■ What to do
Your task is to copy each line of the records that includes the string "controls".
───── Exercise input
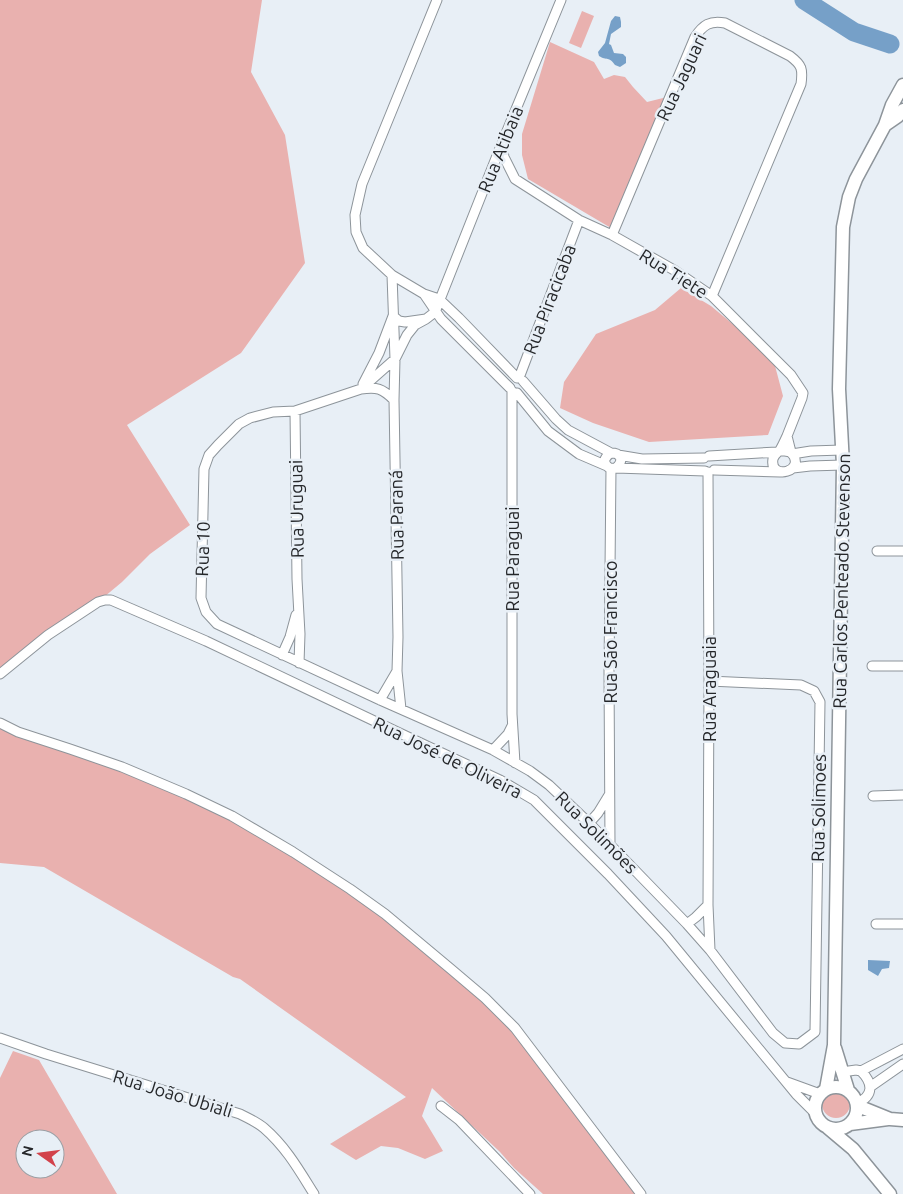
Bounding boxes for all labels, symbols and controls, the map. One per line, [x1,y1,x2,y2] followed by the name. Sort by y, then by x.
──────────
───── Exercise input
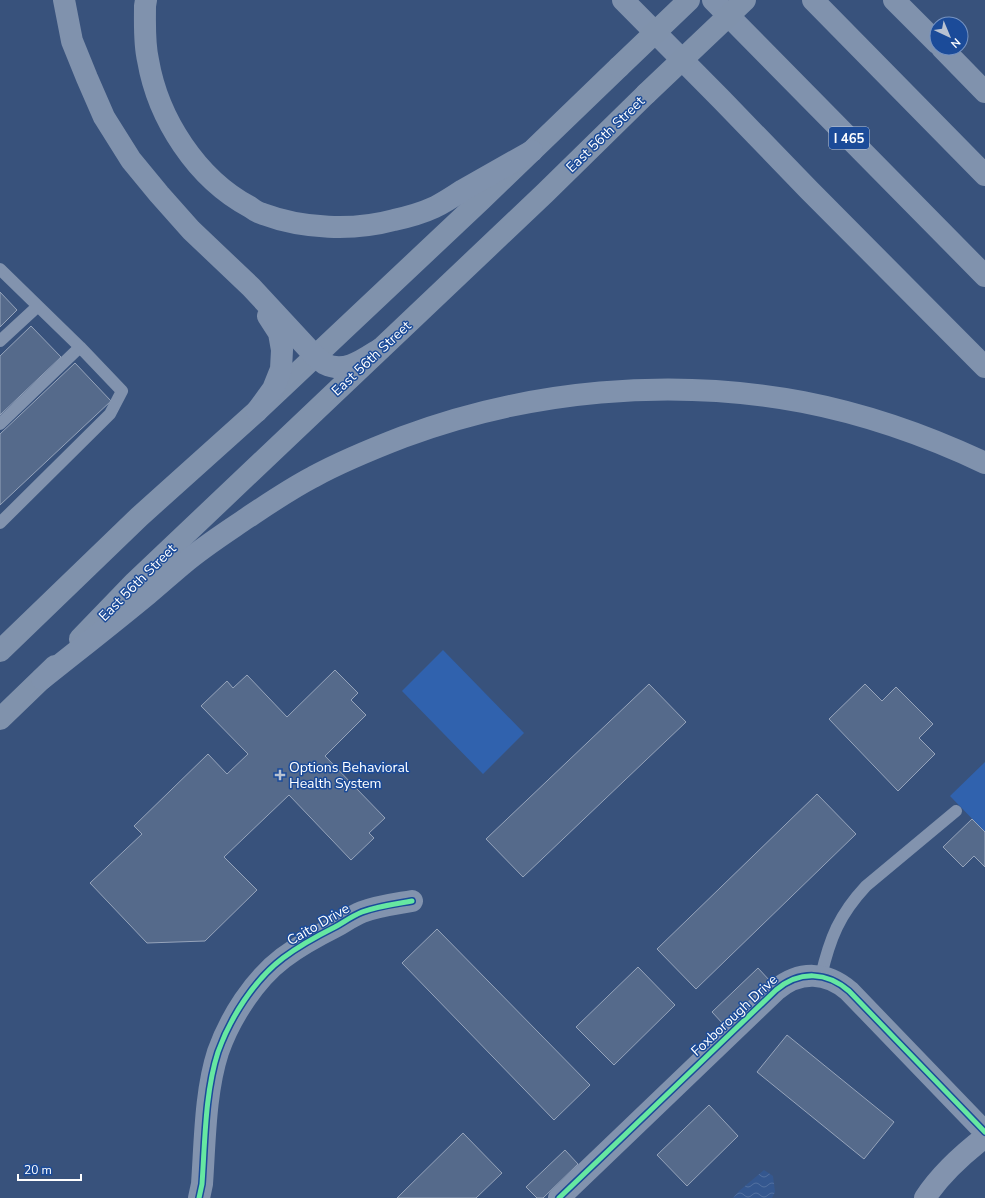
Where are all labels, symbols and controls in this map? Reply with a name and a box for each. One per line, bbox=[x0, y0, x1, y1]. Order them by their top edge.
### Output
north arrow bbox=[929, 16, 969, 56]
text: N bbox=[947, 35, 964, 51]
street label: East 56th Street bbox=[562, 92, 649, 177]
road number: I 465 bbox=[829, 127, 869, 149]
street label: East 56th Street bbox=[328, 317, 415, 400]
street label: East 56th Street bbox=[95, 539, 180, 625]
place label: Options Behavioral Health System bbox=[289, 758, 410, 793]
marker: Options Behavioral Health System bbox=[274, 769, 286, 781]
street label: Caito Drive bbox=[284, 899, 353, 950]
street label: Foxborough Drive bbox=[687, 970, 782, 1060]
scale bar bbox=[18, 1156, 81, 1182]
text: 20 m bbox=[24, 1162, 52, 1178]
──────────
■ Exercise output
Bounding boxes for all labels, symbols and controls, the map. One per line, [x1,y1,x2,y2] followed by the name. Sort by y, then by x.
Where are all labels, symbols and controls in this map? Reply with a name and a box for each. One per line, bbox=[x0, y0, x1, y1]. Order them by their top edge.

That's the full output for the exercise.